Russian President Vladimir Putin at his presidential residence outside of Moscow in July (TASS)

EXPANSION PLANS? Russia is well equipped -- at least constitutionally -- to absorb breakaway republics like Transdniester, Abzhazia, and South Ossetia into its federation.
In 2001, on the initiative of Russia's presidential administration, the Duma approved a law that allows the Russian Federation to absorb not only foreign states, but also their parts. This includes entities that have no physical borders with Russia, for example Transdniester.
The law, however, stipulates that the territorial exchanges can be done only after legal agreement with the central government of the country to which the breakaway territory belongs.
Since the law was passed, various deputies and bodies have tried to change the legislation in order to make it easier for Russia to incorporate foreign territories.

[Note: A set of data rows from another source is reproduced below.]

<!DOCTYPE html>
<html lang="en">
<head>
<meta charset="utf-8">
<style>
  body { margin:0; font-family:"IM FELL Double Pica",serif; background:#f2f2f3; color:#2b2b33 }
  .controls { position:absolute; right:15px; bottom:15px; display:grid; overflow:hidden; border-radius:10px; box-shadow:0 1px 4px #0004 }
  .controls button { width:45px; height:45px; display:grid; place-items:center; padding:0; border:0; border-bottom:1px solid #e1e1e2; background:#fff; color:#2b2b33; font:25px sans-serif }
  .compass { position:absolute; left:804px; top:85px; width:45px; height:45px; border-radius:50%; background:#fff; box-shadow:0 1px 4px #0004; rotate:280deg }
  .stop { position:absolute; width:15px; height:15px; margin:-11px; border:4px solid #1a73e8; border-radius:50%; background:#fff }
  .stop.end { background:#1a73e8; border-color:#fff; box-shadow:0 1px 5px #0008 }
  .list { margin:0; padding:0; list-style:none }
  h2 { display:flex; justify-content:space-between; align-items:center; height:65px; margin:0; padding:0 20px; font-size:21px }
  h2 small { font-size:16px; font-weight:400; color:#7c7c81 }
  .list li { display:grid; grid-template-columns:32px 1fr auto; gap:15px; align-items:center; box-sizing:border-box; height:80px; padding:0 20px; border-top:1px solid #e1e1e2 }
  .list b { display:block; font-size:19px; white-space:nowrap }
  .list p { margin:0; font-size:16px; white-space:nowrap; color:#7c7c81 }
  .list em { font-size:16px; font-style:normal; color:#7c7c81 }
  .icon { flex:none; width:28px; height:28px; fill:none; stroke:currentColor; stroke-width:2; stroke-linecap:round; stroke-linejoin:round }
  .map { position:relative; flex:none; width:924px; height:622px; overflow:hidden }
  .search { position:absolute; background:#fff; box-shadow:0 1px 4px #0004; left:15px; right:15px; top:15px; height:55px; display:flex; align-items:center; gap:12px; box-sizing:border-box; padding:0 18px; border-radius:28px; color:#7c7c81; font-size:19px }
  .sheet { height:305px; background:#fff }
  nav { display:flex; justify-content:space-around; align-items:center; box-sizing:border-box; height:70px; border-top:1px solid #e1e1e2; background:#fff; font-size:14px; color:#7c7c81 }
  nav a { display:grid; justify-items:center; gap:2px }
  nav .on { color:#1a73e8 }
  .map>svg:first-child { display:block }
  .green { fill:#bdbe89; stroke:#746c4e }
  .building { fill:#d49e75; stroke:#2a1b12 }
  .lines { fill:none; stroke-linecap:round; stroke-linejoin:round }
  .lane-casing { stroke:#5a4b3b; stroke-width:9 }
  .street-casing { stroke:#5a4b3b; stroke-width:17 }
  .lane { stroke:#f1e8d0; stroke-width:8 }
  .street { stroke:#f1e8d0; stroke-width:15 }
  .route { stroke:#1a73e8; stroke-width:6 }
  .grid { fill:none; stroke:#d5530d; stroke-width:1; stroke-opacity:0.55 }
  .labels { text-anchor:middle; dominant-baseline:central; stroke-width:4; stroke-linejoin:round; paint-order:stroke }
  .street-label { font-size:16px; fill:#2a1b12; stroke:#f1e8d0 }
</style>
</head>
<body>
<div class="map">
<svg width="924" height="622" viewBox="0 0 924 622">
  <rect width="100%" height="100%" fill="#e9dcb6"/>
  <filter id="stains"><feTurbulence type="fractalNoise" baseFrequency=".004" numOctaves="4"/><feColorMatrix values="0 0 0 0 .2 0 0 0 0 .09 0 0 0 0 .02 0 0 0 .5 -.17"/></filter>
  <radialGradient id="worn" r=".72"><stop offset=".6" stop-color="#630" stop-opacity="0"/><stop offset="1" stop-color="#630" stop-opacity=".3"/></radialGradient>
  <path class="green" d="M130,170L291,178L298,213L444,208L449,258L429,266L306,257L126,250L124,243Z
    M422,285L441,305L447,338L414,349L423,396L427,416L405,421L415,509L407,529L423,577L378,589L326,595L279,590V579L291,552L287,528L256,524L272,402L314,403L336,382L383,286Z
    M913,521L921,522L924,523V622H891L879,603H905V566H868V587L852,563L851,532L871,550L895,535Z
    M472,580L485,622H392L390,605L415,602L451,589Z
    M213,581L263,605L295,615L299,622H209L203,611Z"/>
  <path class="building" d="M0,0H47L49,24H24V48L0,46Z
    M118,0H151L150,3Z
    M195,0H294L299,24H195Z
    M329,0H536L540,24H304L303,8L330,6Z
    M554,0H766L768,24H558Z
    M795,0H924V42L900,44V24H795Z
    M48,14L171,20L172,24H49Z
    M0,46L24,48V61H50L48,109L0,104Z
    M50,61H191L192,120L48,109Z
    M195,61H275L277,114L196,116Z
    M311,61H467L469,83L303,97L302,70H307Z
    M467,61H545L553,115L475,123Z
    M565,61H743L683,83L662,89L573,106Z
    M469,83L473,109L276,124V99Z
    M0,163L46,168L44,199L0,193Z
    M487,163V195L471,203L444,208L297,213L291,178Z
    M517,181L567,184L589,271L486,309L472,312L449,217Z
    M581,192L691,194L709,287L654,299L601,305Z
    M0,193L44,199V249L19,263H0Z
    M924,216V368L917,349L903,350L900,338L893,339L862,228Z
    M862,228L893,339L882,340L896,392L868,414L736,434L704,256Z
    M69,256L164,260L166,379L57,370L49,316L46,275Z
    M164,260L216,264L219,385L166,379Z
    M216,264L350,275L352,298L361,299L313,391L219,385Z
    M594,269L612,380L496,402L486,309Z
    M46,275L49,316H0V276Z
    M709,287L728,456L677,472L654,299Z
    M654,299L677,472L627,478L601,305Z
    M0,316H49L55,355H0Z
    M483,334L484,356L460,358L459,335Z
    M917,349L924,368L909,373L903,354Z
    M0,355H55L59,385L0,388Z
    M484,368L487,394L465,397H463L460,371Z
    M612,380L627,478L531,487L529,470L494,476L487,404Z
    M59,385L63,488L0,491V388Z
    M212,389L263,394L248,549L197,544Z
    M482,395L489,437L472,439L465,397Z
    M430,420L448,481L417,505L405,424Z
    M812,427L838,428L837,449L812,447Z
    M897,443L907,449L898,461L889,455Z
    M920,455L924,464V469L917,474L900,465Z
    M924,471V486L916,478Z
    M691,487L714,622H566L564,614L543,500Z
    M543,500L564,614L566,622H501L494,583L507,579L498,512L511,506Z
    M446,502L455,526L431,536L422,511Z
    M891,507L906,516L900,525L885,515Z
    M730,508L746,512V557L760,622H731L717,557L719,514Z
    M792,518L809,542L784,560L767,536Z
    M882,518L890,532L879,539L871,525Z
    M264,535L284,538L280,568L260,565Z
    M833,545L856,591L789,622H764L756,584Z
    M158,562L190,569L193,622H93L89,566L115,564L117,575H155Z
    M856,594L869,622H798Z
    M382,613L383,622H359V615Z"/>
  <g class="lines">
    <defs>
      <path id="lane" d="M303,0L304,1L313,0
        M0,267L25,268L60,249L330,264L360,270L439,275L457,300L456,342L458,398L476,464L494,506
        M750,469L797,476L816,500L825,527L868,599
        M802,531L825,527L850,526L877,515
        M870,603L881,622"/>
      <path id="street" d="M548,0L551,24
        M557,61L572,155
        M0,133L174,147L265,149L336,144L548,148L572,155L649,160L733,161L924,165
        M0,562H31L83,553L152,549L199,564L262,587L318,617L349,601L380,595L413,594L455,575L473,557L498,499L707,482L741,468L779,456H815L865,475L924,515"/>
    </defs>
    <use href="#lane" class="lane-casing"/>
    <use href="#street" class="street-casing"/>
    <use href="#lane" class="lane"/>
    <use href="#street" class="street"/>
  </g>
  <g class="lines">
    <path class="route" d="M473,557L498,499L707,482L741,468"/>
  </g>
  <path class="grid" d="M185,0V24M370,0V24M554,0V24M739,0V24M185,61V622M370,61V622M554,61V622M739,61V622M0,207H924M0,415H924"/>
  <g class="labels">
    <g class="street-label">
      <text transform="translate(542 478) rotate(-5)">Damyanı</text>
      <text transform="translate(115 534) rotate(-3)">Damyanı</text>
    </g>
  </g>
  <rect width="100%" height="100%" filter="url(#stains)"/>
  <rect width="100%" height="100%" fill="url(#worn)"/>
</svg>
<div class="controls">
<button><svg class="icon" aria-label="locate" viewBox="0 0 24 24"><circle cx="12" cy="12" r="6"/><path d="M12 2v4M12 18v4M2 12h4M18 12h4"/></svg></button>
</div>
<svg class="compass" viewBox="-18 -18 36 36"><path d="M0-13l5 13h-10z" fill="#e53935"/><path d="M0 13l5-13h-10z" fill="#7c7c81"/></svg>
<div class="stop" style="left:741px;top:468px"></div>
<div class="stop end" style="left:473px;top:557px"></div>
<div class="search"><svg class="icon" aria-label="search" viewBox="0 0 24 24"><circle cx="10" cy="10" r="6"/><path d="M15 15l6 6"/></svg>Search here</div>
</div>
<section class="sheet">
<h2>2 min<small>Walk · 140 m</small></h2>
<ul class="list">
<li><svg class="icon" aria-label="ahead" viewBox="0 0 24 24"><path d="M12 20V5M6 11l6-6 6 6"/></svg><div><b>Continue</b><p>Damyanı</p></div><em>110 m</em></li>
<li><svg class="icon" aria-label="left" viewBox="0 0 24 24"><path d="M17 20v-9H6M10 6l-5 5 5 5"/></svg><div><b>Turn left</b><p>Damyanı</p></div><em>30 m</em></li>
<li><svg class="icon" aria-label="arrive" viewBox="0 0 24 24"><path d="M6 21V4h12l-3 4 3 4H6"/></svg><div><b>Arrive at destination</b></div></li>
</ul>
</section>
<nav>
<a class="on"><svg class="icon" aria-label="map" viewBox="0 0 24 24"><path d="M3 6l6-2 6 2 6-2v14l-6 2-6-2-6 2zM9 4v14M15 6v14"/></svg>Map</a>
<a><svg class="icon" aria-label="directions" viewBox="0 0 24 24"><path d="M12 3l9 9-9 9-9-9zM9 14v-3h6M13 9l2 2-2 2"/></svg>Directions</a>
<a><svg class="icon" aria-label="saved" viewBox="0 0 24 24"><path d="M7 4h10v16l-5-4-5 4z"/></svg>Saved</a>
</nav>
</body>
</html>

In July 2004, Andrei Kokoshin, the chairman of a Duma committee on links with CIS and other foreign countries, asked the Supreme Court what would be the quickest way of Russia legally absorbing South Ossetia. The court ruled that incorporating South Ossetian territory into the Russian Federation could only be done in talks with the Georgian government.
In 2005, the Duma rejected proposals from the nationalist Motherland party that Russia could incorporate foreign territory based only on the will of a local population. By this logic, Russia, with its interethnic problems, could also become the victim of similar tactics from neighboring states. For example, in Finland, Estonia, and Latvia there are public groups making claims on Russian territory.
So what is Moscow likely to do after the referendums in Transdniester and South Ossetia? First, it will begin a campaign to get international legal recognition of the results of the polls. Second, it will recognize the results of the referendums and encourage its allies in the Commonwealth of Independent States (CIS) to do the same.
It could also feasibly incorporate them in the CIS. Or unite them in a kind of mini-CIS-2. The leaders of Transdniester, South Ossetia, and Abkhazia have already formed, under Russian patronage, an alliance of "unrecognized states" and signed an agreement of mutual political and military support.
And Moscow is also likely to encourage its own internal regions, which are not subject to international law, to recognize the breakaway regions. For example, Yury Luzhkov, the mayor of Moscow, recently said that "Moscow recognizes South Ossetia and Abzhazia."